Julian Smith
Main Page: Julian Smith (Conservative - Skipton and Ripon)Department Debates - View all Julian Smith's debates with the HM Treasury
(13 years, 4 months ago)
Commons ChamberObviously, the Treasury will always say that there is what is described as a dead-weight cost associated with such initiatives, in that people who would be paying for health insurance anyway would get the tax relief—but that is looking at only part of the issue. What I am trying to do—as is my hon. Friend the Member for Mole Valley in his new clause—is to encourage more people to come into that category, so that we grow that cohort of people. We certainly do not want to allow that cohort to be reduced, as it inevitably is when people who were on schemes provided by their employers retire and lose that provision. Taking on that burden, or responsibility, for themselves is a significant expense; my hon. Friend’s new clause would not eliminate that cost, but it would reduce it by a useful amount.
Will my hon. Friend tell us how, in the current financial situation, we could pay for any dead-weight costs? Where would the money come from?

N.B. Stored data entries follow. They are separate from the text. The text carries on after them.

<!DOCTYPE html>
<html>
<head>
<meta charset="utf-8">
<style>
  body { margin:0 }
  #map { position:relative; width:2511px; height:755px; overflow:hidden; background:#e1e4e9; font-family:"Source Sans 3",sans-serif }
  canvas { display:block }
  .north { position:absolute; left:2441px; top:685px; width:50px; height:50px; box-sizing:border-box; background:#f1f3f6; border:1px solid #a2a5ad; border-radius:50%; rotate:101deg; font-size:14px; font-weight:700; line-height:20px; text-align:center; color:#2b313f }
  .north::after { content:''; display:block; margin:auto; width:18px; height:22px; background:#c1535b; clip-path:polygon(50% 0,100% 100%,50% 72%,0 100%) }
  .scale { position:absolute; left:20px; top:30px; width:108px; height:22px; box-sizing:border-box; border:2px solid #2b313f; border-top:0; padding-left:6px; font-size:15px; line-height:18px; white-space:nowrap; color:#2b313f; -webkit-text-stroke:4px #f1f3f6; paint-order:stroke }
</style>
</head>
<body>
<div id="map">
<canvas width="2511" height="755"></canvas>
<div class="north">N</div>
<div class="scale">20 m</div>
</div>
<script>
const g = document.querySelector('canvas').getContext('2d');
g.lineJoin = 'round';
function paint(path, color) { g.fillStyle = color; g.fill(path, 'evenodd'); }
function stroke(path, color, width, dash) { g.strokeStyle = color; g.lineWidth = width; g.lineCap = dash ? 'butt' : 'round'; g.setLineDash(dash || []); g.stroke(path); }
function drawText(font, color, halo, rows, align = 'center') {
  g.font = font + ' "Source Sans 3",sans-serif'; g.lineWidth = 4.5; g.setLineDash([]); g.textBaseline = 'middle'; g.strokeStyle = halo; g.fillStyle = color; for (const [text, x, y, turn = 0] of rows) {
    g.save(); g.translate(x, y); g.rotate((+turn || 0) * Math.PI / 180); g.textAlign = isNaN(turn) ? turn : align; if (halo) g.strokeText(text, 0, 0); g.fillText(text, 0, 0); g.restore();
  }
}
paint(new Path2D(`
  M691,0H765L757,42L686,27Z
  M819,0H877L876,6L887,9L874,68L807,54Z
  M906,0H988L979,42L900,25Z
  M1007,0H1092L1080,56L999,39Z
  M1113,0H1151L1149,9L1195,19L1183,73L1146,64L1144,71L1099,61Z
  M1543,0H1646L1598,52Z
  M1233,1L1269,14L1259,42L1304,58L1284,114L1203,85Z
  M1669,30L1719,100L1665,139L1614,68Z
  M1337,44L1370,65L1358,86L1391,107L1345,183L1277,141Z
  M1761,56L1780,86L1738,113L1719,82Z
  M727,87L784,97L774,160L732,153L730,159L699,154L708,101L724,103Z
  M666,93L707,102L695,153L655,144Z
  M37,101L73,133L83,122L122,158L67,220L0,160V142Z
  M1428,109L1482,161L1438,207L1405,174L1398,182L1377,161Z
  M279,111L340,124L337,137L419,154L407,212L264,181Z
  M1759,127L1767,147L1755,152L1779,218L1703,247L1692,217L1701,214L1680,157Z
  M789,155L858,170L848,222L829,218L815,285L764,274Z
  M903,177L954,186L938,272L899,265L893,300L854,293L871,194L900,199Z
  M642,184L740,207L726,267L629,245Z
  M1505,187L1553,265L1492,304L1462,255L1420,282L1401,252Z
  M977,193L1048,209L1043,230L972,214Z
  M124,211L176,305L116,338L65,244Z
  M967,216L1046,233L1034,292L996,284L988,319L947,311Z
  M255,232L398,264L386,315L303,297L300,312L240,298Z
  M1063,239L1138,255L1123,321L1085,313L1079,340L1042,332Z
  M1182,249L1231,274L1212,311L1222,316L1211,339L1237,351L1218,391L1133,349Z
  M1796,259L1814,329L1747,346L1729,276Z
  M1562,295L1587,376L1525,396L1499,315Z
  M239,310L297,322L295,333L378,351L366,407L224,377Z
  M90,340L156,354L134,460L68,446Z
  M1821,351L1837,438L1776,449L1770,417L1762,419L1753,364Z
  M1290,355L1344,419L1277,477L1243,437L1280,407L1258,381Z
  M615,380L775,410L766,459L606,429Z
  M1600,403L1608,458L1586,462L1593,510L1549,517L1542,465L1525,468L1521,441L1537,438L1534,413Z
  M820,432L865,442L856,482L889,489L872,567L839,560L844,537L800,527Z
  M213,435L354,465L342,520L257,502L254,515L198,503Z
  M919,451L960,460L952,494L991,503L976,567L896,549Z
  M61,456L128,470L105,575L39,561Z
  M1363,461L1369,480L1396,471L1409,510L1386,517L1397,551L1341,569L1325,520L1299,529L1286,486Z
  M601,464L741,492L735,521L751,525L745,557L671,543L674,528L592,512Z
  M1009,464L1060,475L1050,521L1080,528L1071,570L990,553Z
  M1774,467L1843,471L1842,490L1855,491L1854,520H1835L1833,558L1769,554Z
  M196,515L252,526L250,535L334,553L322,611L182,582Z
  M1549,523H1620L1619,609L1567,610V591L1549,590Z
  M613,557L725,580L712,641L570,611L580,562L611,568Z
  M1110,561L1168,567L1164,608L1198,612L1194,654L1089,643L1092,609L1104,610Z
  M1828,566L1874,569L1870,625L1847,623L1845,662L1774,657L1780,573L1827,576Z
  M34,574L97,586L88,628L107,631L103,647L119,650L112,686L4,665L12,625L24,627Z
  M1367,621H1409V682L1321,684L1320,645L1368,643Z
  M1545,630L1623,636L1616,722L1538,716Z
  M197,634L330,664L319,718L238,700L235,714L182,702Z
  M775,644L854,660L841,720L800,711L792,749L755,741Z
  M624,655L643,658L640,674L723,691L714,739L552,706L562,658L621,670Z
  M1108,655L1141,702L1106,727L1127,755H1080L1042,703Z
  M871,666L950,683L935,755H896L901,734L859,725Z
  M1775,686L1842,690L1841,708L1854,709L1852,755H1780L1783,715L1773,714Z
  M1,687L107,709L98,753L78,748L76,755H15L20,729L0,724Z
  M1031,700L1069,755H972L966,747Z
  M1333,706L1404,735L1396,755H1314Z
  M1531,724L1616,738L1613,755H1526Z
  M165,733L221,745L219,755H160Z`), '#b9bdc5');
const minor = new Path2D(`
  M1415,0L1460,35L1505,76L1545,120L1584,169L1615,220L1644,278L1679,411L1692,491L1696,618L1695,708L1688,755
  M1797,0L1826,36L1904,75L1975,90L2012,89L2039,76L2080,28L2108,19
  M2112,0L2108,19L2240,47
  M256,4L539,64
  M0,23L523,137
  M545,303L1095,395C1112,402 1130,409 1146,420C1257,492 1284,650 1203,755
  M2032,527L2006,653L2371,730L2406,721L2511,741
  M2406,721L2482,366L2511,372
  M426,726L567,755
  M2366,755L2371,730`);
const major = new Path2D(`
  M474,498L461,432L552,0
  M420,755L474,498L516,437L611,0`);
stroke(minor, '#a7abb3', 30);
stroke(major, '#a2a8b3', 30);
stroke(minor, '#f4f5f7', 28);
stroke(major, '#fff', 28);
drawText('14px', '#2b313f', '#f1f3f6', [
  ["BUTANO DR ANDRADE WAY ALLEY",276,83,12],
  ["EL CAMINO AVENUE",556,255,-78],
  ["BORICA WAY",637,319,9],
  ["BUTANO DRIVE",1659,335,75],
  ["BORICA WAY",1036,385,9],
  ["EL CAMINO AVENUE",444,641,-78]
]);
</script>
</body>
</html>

It is a matter of seeing what the countervailing benefits would be, because obviously, if as a result of my hon. Friend’s new clause a lot more people who are not contributing anything towards the cost of their health care started to do so, thereby reducing the burden on the NHS, the dead-weight cost that my hon. Friend the Member for Skipton and Ripon (Julian Smith) mentions would be exceeded by the overall benefits, and a reduction in the overall burden of taxation. More people who are getting health care in this country would be paying for it, or contributing to its cost, rather than relying on the state and the taxpayer to do so.